Solicitamos-lhe oferecesse quatro dólares a um dos vizinhos para que nos desse pousada por uma noite, porém ele alegou nada adiantar, pois o povo de Santos era notoriamente conhecido por sua falta de hospitalidade. A grande afluência de estrangeiros e renegados de outras nações, nesta e em outras cidades do litoral, enrijecera o coração do povo contra esses apelos à sua boa vontade, que os habitantes do interior, menos assediados, estão sempre prontos a ouvir e entender.

Assim desenganados, resolvemos não aguardar navio em Santos, mas seguir para o Rio de Janeiro numa canoa, margeando a costa. Alugada uma, embarcamos, depois de remarmos toda a noite, num estreito que separa o continente da ilha de Santo Amaro (que constitui uma das passagens para Santos por mar), chegando ao nascer do sol a Bertioga, situada no extremo daquela ilha.

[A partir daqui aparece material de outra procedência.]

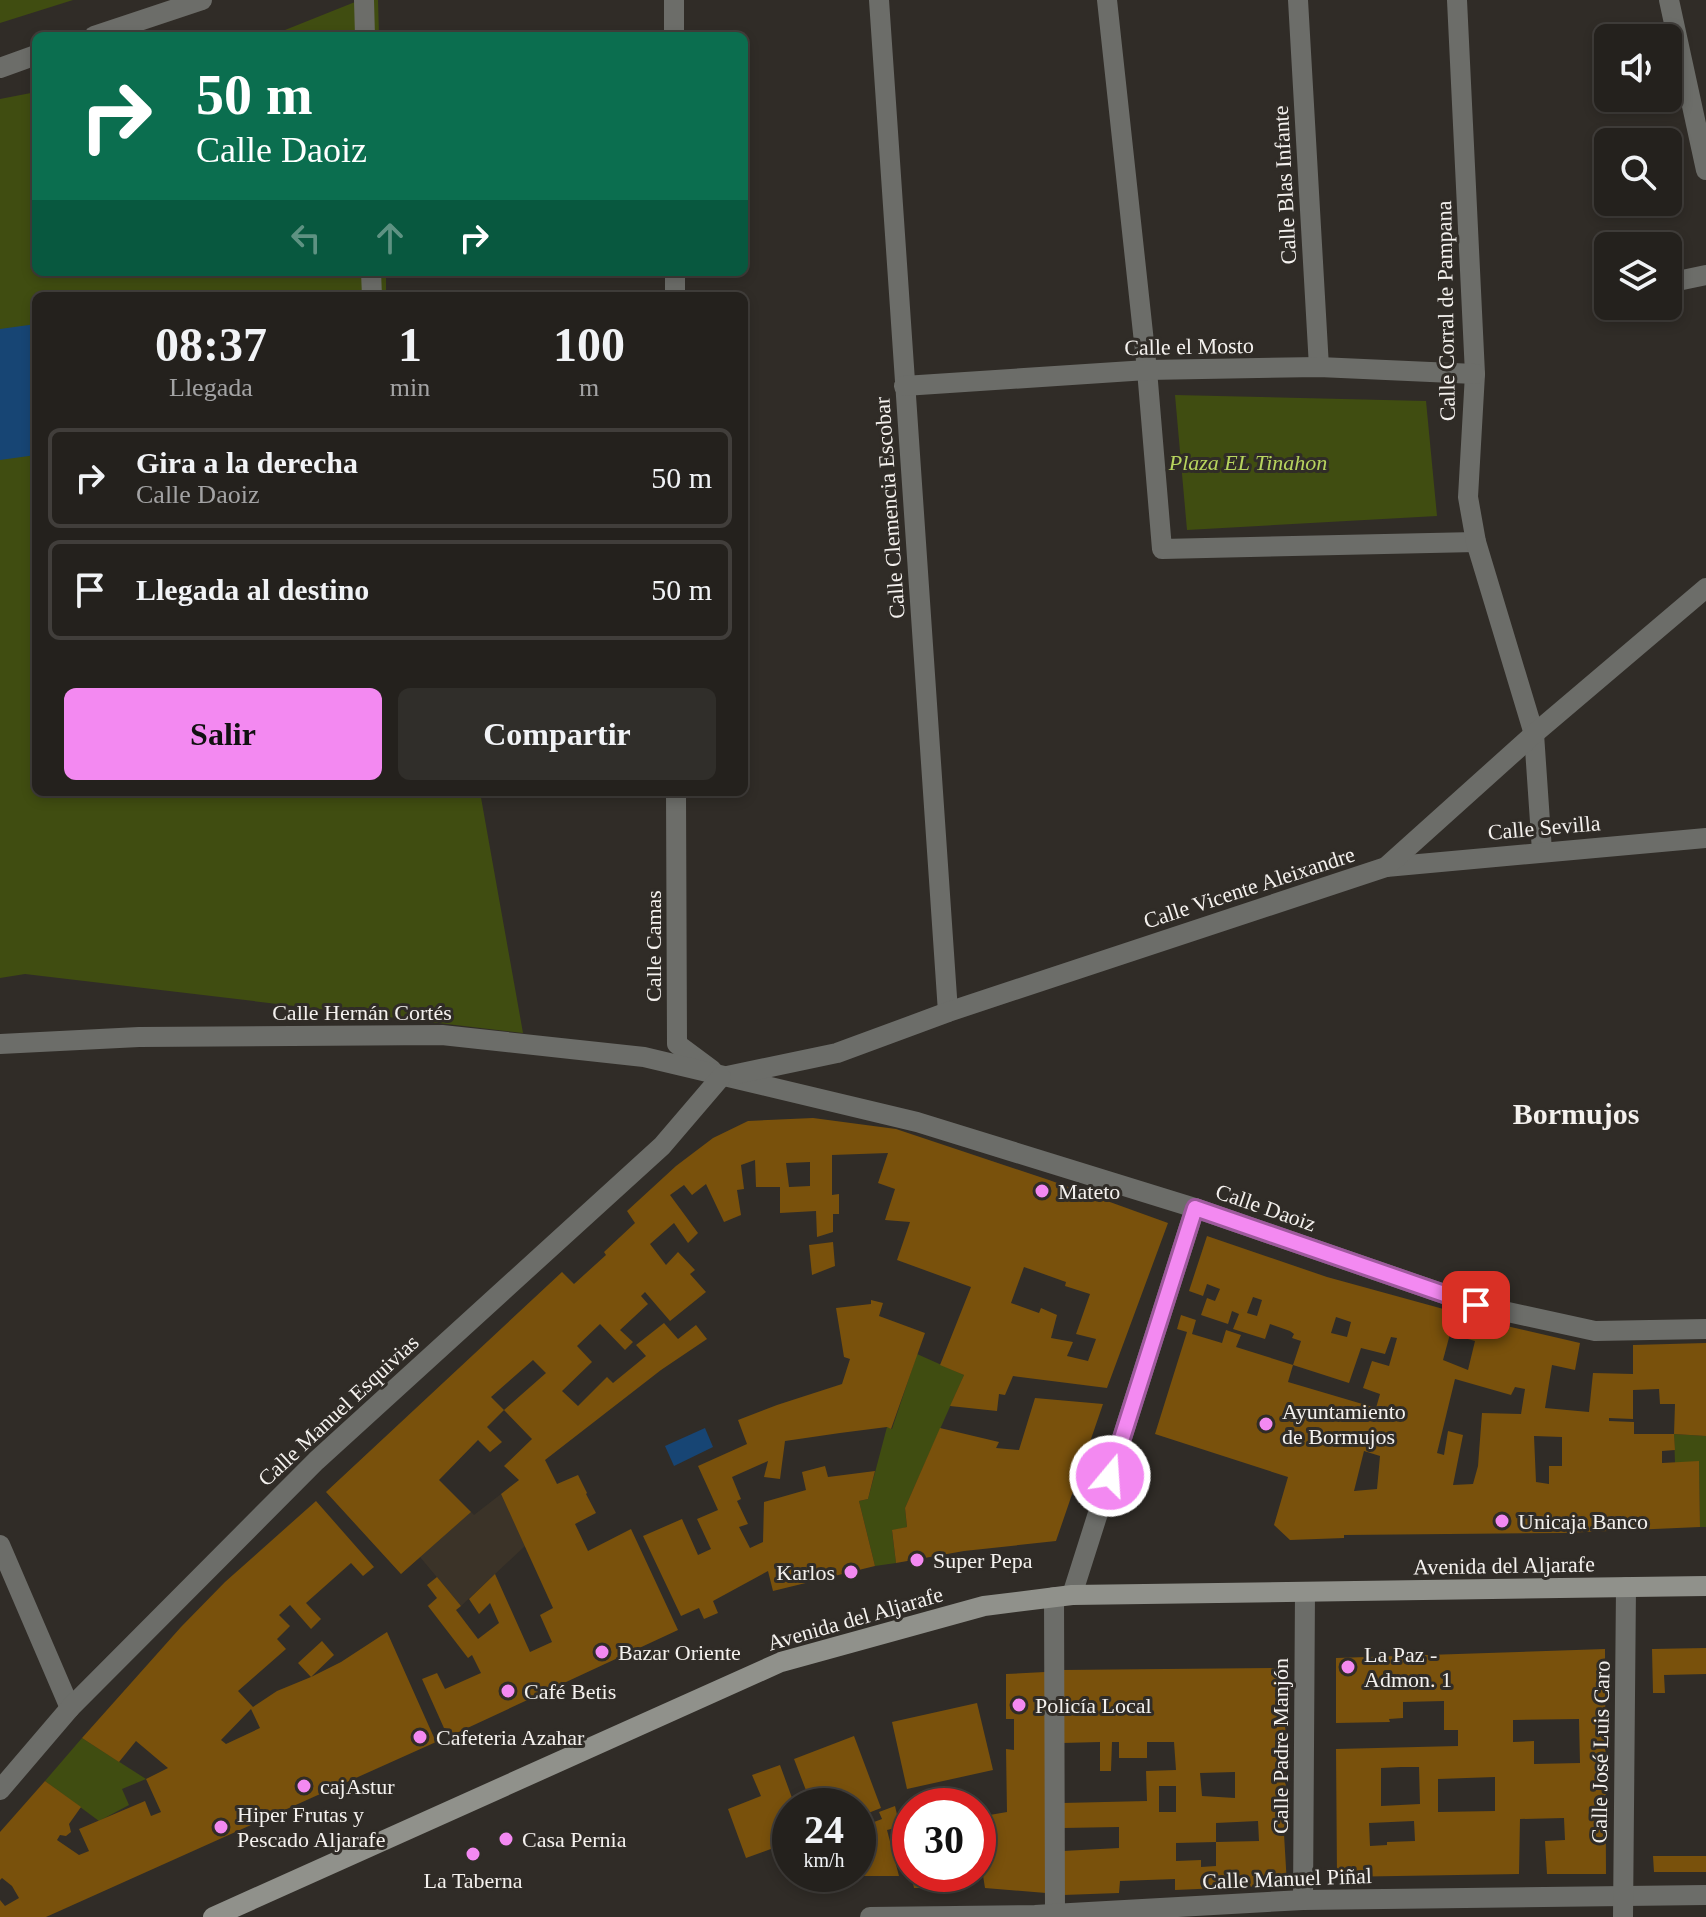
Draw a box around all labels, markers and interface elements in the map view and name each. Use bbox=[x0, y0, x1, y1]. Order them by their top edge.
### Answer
map controls bbox=[1594, 24, 1682, 320]
button: sound bbox=[1594, 24, 1682, 112]
icon: right bbox=[64, 64, 168, 168]
text: 50 m bbox=[196, 64, 313, 126]
street label: Calle Blas Infante bbox=[1268, 105, 1301, 265]
button: search bbox=[1594, 128, 1682, 216]
text: Calle Daoiz bbox=[196, 130, 367, 170]
street label: Calle Corral de Pampana bbox=[1431, 200, 1460, 421]
icon: left bbox=[284, 216, 328, 260]
icon: ahead bbox=[368, 216, 412, 260]
icon: right bbox=[452, 216, 496, 260]
button: layers bbox=[1594, 232, 1682, 320]
text: 08:37 bbox=[155, 318, 267, 371]
text: 1 bbox=[398, 318, 422, 371]
text: 100 bbox=[553, 318, 625, 371]
street label: Calle el Mosto bbox=[1124, 333, 1254, 360]
text: Llegada bbox=[169, 373, 253, 402]
text: min bbox=[390, 373, 430, 402]
text: m bbox=[579, 373, 599, 402]
street label: Calle Clemencia Escobar bbox=[869, 396, 910, 620]
text: Gira a la derecha bbox=[136, 446, 358, 479]
park label: Plaza EL Tinahon bbox=[1168, 450, 1327, 475]
icon: right bbox=[68, 456, 112, 500]
text: 50 m bbox=[651, 461, 712, 494]
text: Calle Daoiz bbox=[136, 480, 259, 509]
icon: arrive bbox=[68, 568, 112, 612]
text: Llegada al destino bbox=[136, 573, 369, 606]
text: 50 m bbox=[651, 573, 712, 606]
button: Salir bbox=[64, 688, 382, 780]
button: Compartir bbox=[398, 688, 716, 780]
street label: Calle Sevilla bbox=[1487, 810, 1602, 845]
street label: Calle Vicente Aleixandre bbox=[1140, 841, 1358, 933]
street label: Calle Camas bbox=[641, 890, 666, 1002]
street label: Calle Hernán Cortés bbox=[272, 1000, 452, 1025]
district label: Bormujos bbox=[1513, 1097, 1639, 1130]
place label: Mateto bbox=[1058, 1179, 1120, 1204]
street label: Calle Daoiz bbox=[1212, 1179, 1320, 1236]
marker: Mateto bbox=[1033, 1182, 1051, 1200]
pin bbox=[1442, 1271, 1510, 1339]
icon: arrive bbox=[1454, 1283, 1498, 1327]
street label: Calle Manuel Esquivias bbox=[253, 1330, 424, 1491]
place label: Ayuntamiento de Bormujos bbox=[1282, 1399, 1406, 1449]
marker: Ayuntamiento de Bormujos bbox=[1257, 1415, 1275, 1433]
position arrow bbox=[1068, 1434, 1152, 1518]
place label: Unicaja Banco bbox=[1518, 1509, 1648, 1534]
marker: Unicaja Banco bbox=[1493, 1512, 1511, 1530]
place label: Super Pepa bbox=[933, 1548, 1033, 1573]
marker: Super Pepa bbox=[908, 1551, 926, 1569]
street label: Avenida del Aljarafe bbox=[1413, 1551, 1595, 1580]
place label: Karlos bbox=[776, 1560, 835, 1585]
marker: Karlos bbox=[842, 1563, 860, 1581]
street label: Avenida del Aljarafe bbox=[764, 1581, 946, 1656]
place label: Bazar Oriente bbox=[618, 1640, 741, 1665]
place label: La Paz - Admon. 1 bbox=[1364, 1642, 1452, 1692]
marker: Bazar Oriente bbox=[593, 1643, 611, 1661]
street label: Calle Padre Manjón bbox=[1268, 1658, 1293, 1834]
marker: La Paz - Admon. 1 bbox=[1339, 1658, 1357, 1676]
street label: Calle José Luis Caro bbox=[1586, 1660, 1615, 1844]
place label: Café Betis bbox=[524, 1679, 616, 1704]
marker: Café Betis bbox=[499, 1682, 517, 1700]
place label: Policía Local bbox=[1035, 1693, 1152, 1718]
marker: Policía Local bbox=[1010, 1696, 1028, 1714]
place label: Cafeteria Azahar bbox=[436, 1725, 585, 1750]
marker: Cafeteria Azahar bbox=[411, 1728, 429, 1746]
place label: cajAstur bbox=[320, 1774, 395, 1799]
marker: cajAstur bbox=[295, 1777, 313, 1795]
speed limit sign: 30 bbox=[892, 1788, 996, 1892]
place label: Hiper Frutas y Pescado Aljarafe bbox=[237, 1802, 385, 1852]
text: 24 bbox=[804, 1807, 844, 1852]
marker: Hiper Frutas y Pescado Aljarafe bbox=[212, 1818, 230, 1836]
place label: Casa Pernia bbox=[522, 1827, 627, 1852]
marker: Casa Pernia bbox=[497, 1830, 515, 1848]
marker: La Taberna bbox=[464, 1845, 482, 1863]
text: km/h bbox=[803, 1849, 845, 1871]
street label: Calle Manuel Piñal bbox=[1202, 1863, 1372, 1894]
place label: La Taberna bbox=[424, 1868, 523, 1893]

Tão desenganado da terra santista se mostrara o mineralogista e comprador de pedras preciosas, que resolvera fugir dela, de canoa mesmo e remando a noite inteira... como se fugisse à peste.

Cremos que isto só acontecia com ingleses... dada sua má fama ao tempo... Santos não seria ainda a terra da Liberdade, da Caridade e da Fraternidade.

[2] Dr. Manuel Rodrigues Ferreira - Os Caminhos do Mar na História de São Paulo - in Os municípios de São Paulo - edição especial, 1956, pp. 25 a 31.